Wednesday, September 28, 2005

التين و الزيتون

I have this friend and I promised her that I will not mention who she is (Hint: she is Ra-1). This friend of mine has Food Phobia, but only from the sweet, gentle, and harmless food. She gets terrified when seeing something green in her plate. All of her orders are deducted ones. Once I was eating a Fig, and when she saw it in my hand her face features started to change, well to be honest I started to play wicked with her and torn it in half slowly showing her its violet seeds. "How could you eat this thing?" she said, "Like this" putting it in my mouth and chewing it. I usually have for Dinner what my family had for lunch. When I arrived home yesterday and had my dinner, my mom was out, she called to ask me if I had my dinner or not, well she does that all the time but the strange thing was when I told her yes she said "Was it good? did you like it?". "Yes, why? did you cook it?" I said. "No, I just want to know if you liked it". To be honest I didn’t care, to me it was food that I have to eat at that time but I told her “yes I did”. When she arrived she told me that the cook added sugar instead of salt in it and that they all didn’t eat it. (No comments on that please) Boodi is the strangest kid according to Ra-1’s Ops I mean my friend’s food taste. Boodi must have his green salad dish at 5:00 pm and adds to it Olive oil. He likes eating vegetables and fruits.
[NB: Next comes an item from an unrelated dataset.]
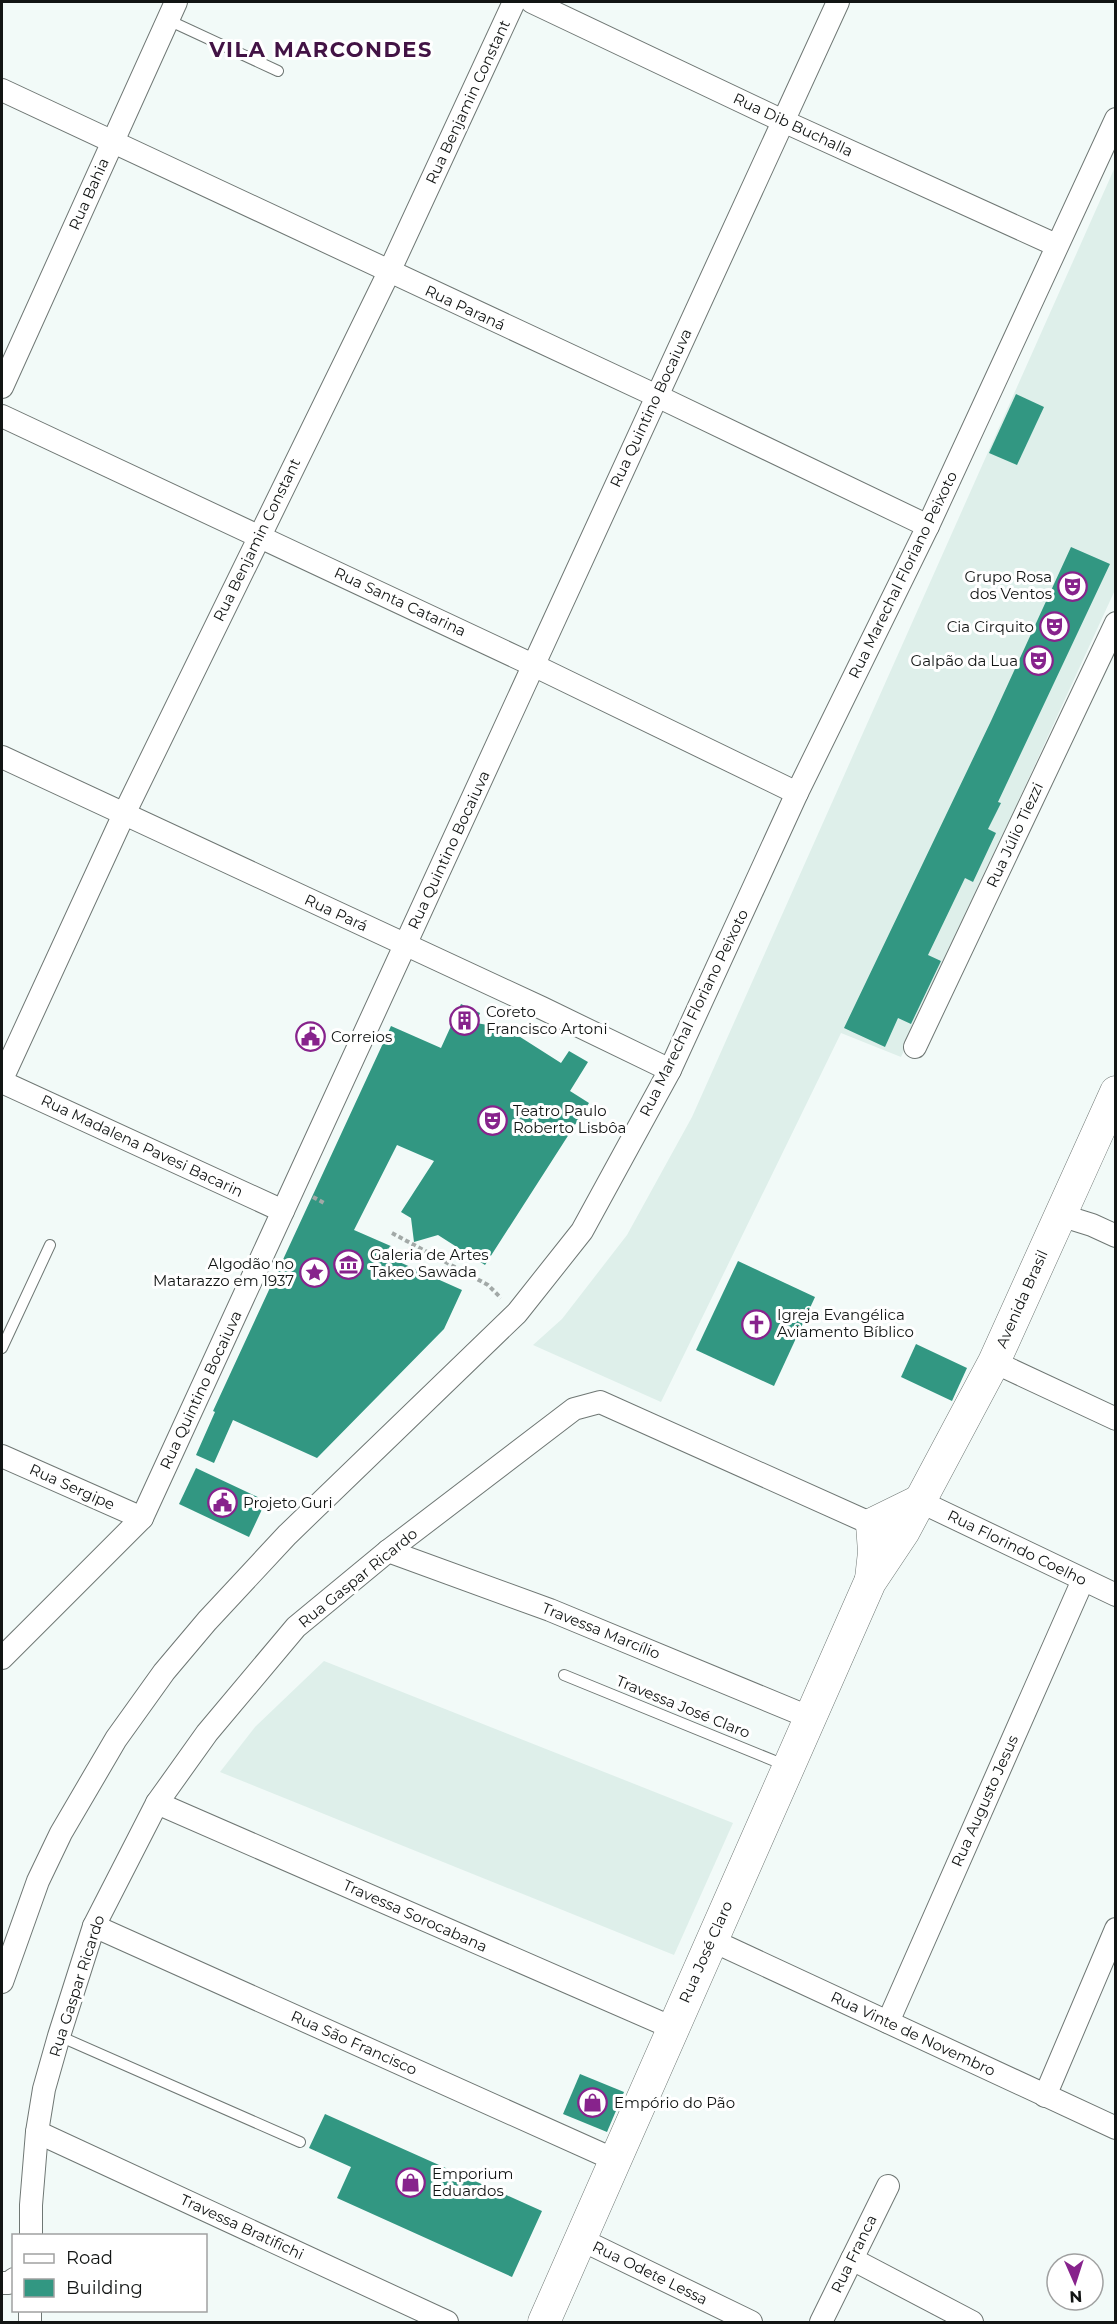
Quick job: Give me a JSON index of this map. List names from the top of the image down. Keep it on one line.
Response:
{"streets":{"street":["Rua Benjamin Constant","Rua Dib Buchalla","Rua Bahia","Rua Paraná","Rua Quintino Bocaiuva","Rua Marechal Floriano Peixoto","Rua Santa Catarina","Rua Júlio Tiezzi","Rua Pará","Rua Madalena Pavesi Bacarin","Avenida Brasil","Rua Sergipe","Rua Florindo Coelho","Rua Gaspar Ricardo","Travessa Marcílio","Rua Augusto Jesus","Travessa Sorocabana","Rua José Claro","Rua Vinte de Novembro","Rua São Francisco","Travessa Bratifichi","Rua Franca","Rua Odete Lessa"],"lane":["Travessa José Claro"]},"crossings":[["Rua Benjamin Constant","Rua Paraná"],["Rua Benjamin Constant","Rua Santa Catarina"],["Rua Benjamin Constant","Rua Pará"],["Rua Benjamin Constant","Rua Madalena Pavesi Bacarin"],["Rua Dib Buchalla","Rua Quintino Bocaiuva"],["Rua Dib Buchalla","Rua Marechal Floriano Peixoto"],["Rua Bahia","Rua Paraná"],["Rua Paraná","Rua Quintino Bocaiuva"],["Rua Paraná","Rua Marechal Floriano Peixoto"],["Rua Quintino Bocaiuva","Rua Santa Catarina"],["Rua Quintino Bocaiuva","Rua Pará"],["Rua Quintino Bocaiuva","Rua Madalena Pavesi Bacarin"],["Rua Quintino Bocaiuva","Rua Sergipe"],["Rua Marechal Floriano Peixoto","Rua Santa Catarina"],["Rua Marechal Floriano Peixoto","Rua Pará"],["Avenida Brasil","Rua Florindo Coelho"],["Avenida Brasil","Rua José Claro"],["Rua Florindo Coelho","Rua Augusto Jesus"],["Rua Florindo Coelho","Rua José Claro"],["Rua Gaspar Ricardo","Travessa Marcílio"],["Rua Gaspar Ricardo","Travessa Sorocabana"],["Rua Gaspar Ricardo","Rua José Claro"],["Rua Gaspar Ricardo","Rua São Francisco"],["Rua Gaspar Ricardo","Travessa Bratifichi"],["Travessa Marcílio","Rua José Claro"],["Travessa José Claro","Rua José Claro"],["Rua Augusto Jesus","Rua Vinte de Novembro"],["Travessa Sorocabana","Rua José Claro"],["Rua José Claro","Rua Vinte de Novembro"],["Rua José Claro","Rua São Francisco"],["Rua José Claro","Rua Odete Lessa"]],"districts":["VILA MARCONDES"],"places":{"theatre":["Grupo Rosa dos Ventos","Cia Cirquito","Galpão da Lua","Teatro Paulo Roberto Lisbôa"],"building":["Coreto Francisco Artoni"],"public building":["Correios","Projeto Guri"],"museum":["Galeria de Artes Takeo Sawada"],"place":["Algodão no Matarazzo em 1937"],"church":["Igreja Evangélica Aviamento Bíblico"],"shop":["Empório do Pão","Emporium Eduardos"]},"legend":["Road","Building"],"north":"bottom"}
Monday, September 26, 2005

I'm not there

Since leaving my planet years ago, I have been thinking of how to acclimate in this planet called Earth. My lungs wasn’t well functioned to the lack of pure air in this planet, I had to seek for it under water from time to time to balance the Oxygen in my body.
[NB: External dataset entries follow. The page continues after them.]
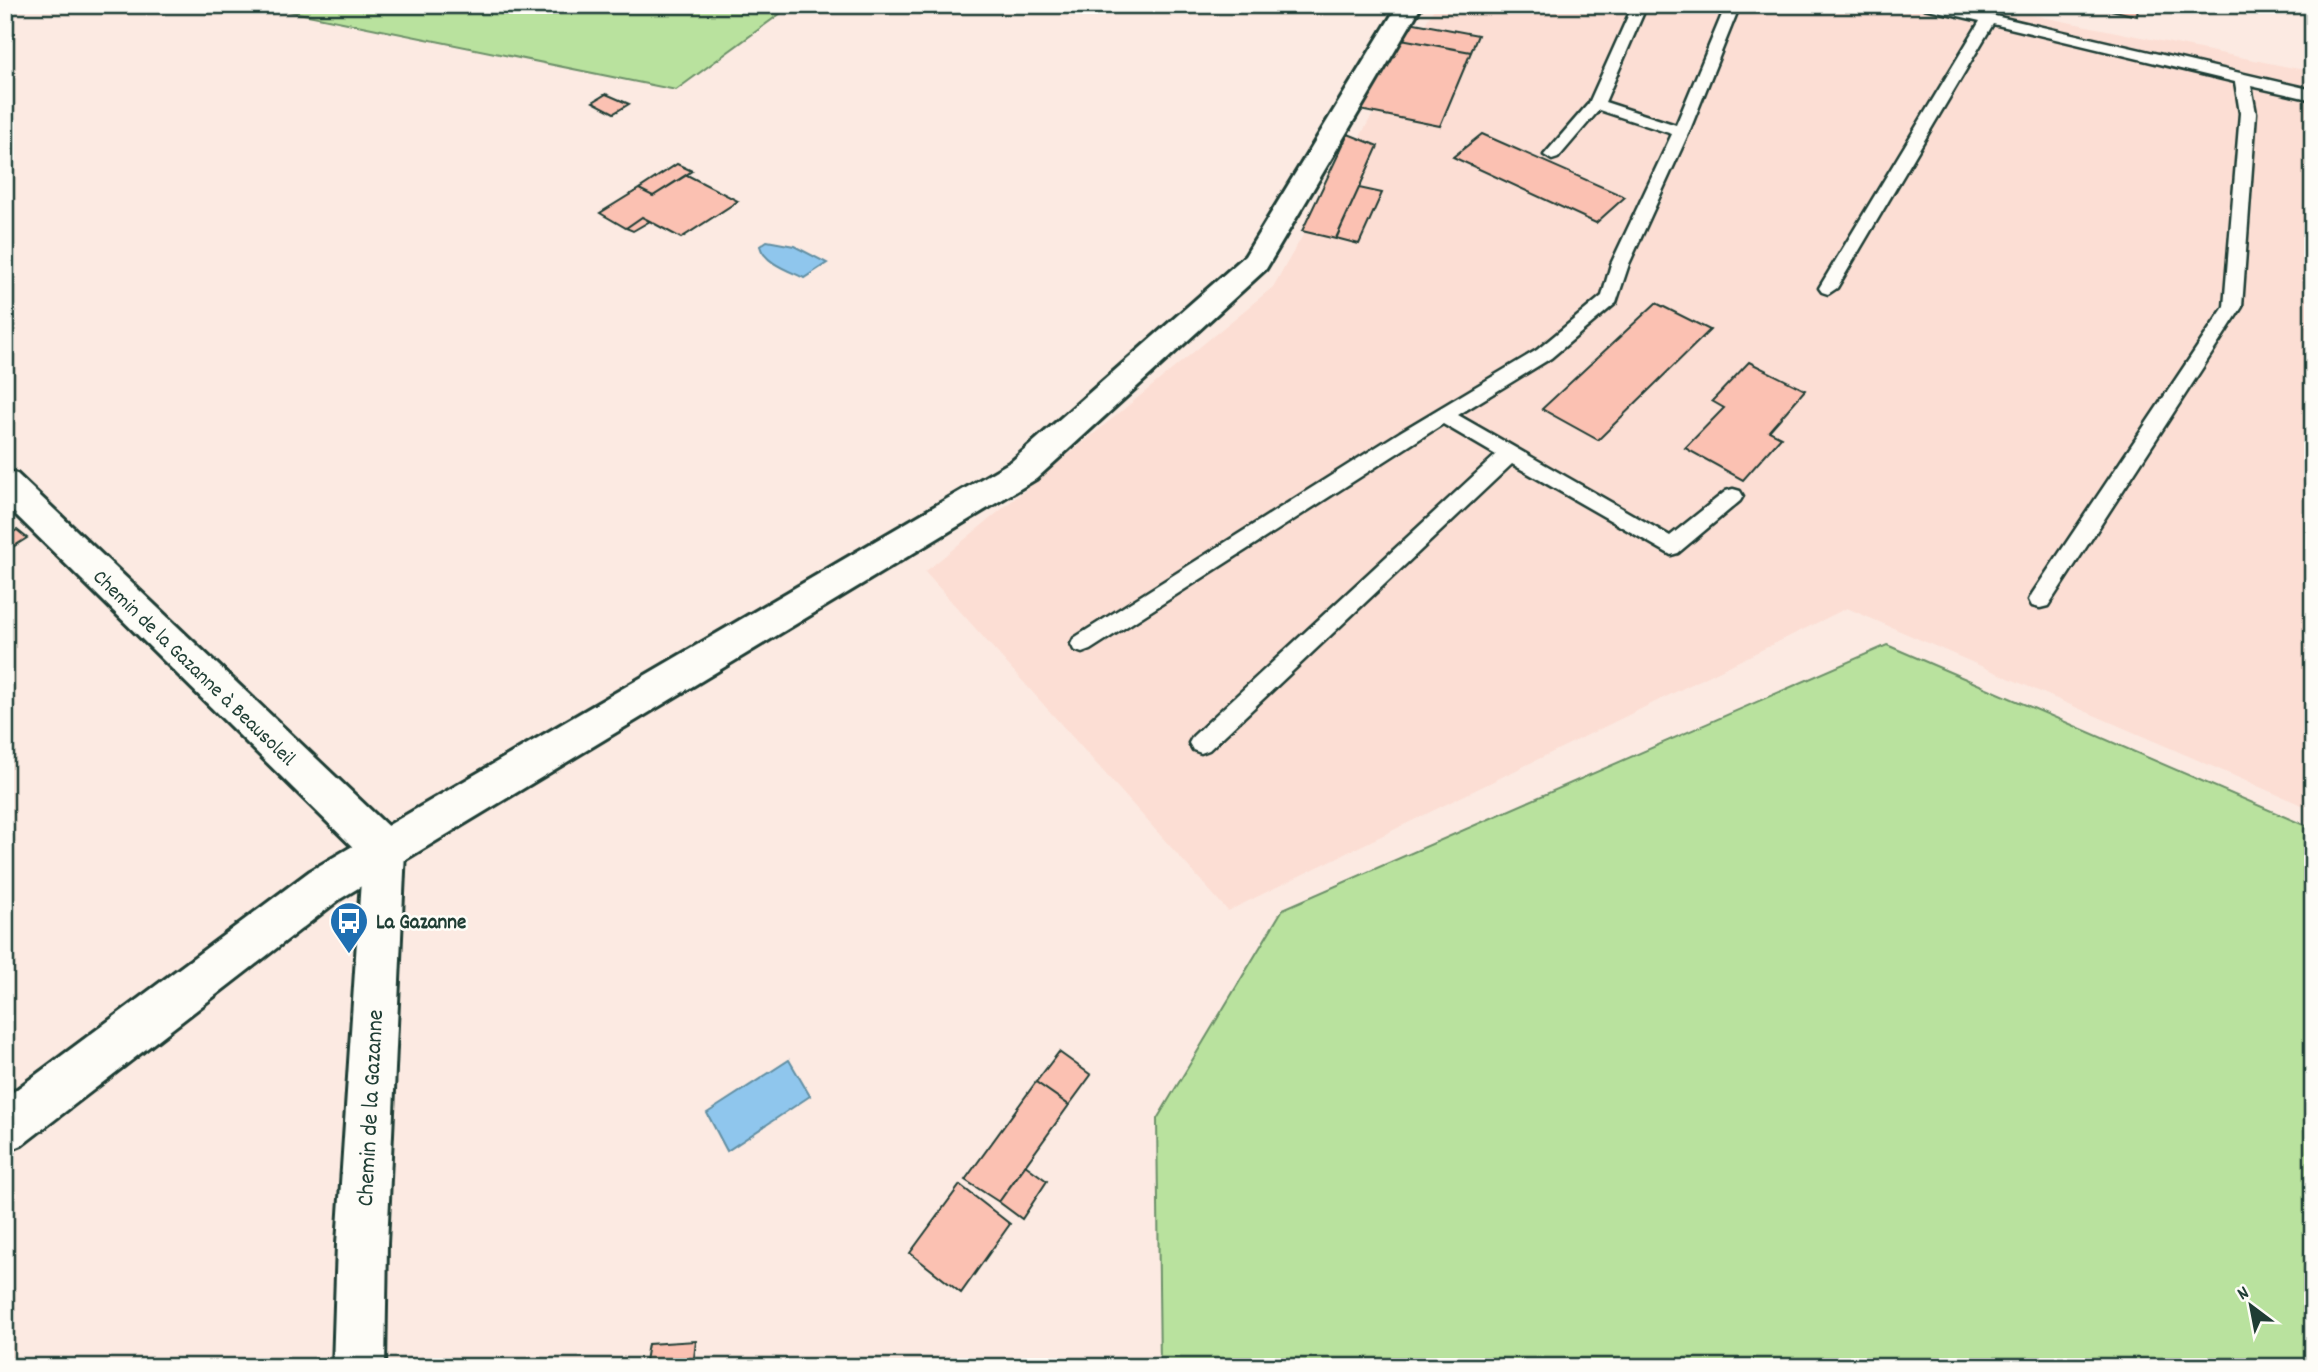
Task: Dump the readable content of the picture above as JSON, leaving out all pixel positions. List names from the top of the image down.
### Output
{
  "streets": {
    "main road": ["Chemin de la Gazanne à Beausoleil", "Chemin de la Gazanne"]
  },
  "crossings": [
    ["Chemin de la Gazanne à Beausoleil", "Chemin de la Gazanne"]
  ],
  "places": {
    "bus stop": ["La Gazanne"]
  },
  "north": "top left"
}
Winter is coming soon; it would be too cold to swim during it. Instead I went back to my planet, it has been long since I last came here, my house is dusty and needs to be cleaned and tidied again.

I may not go there again. You can always find me here.
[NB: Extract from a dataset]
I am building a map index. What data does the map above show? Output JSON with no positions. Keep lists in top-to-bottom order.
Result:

Sunday, September 25, 2005

Snow

I have this odd drift of dividing my books to atmospheres and seasons. I would divide them to winter, summer, beach house, waiting and before bed books. I do that to match each book to the mood I think I would be in at that place or time. Some books for example are so full of emotions that would be beautiful to read in the early morning hours at the beach house, and some are easy to understand without complete concentration that would be good to read while waiting. A book that I have got weeks ago is a January book, at the beach house, in a weekend, at 5:00 am, covered with a wool blanket, drinking hot mocha and choosing a character to be me. Although I don’t like winter, I really can’t wait to start reading this book.

Wednesday, September 21, 2005

Perfection

A Person is a vintage of many elements as religion, culture, family, tradition, school, wealth and many others. Those factors made each one of us different than the other in many ways. The definition of perfection or the term of a perfect person differs from one to another. So I will write what I believe is a perfect person. The highest scores in anything is not perfection to me. To me it’s the lower plausible score that makes a person perfect. Highest scores means that there will be nothing to work for in the future and nothing to dream of achieving. The “no mistakes” person is never perfect to me. To me mistakes and some not major sins make a person perfect. Mistakes make them have things in life to fix and experience to learn from. Perfection to me is to be not perfect. * The picture is a perfect scene that is made of sewage water.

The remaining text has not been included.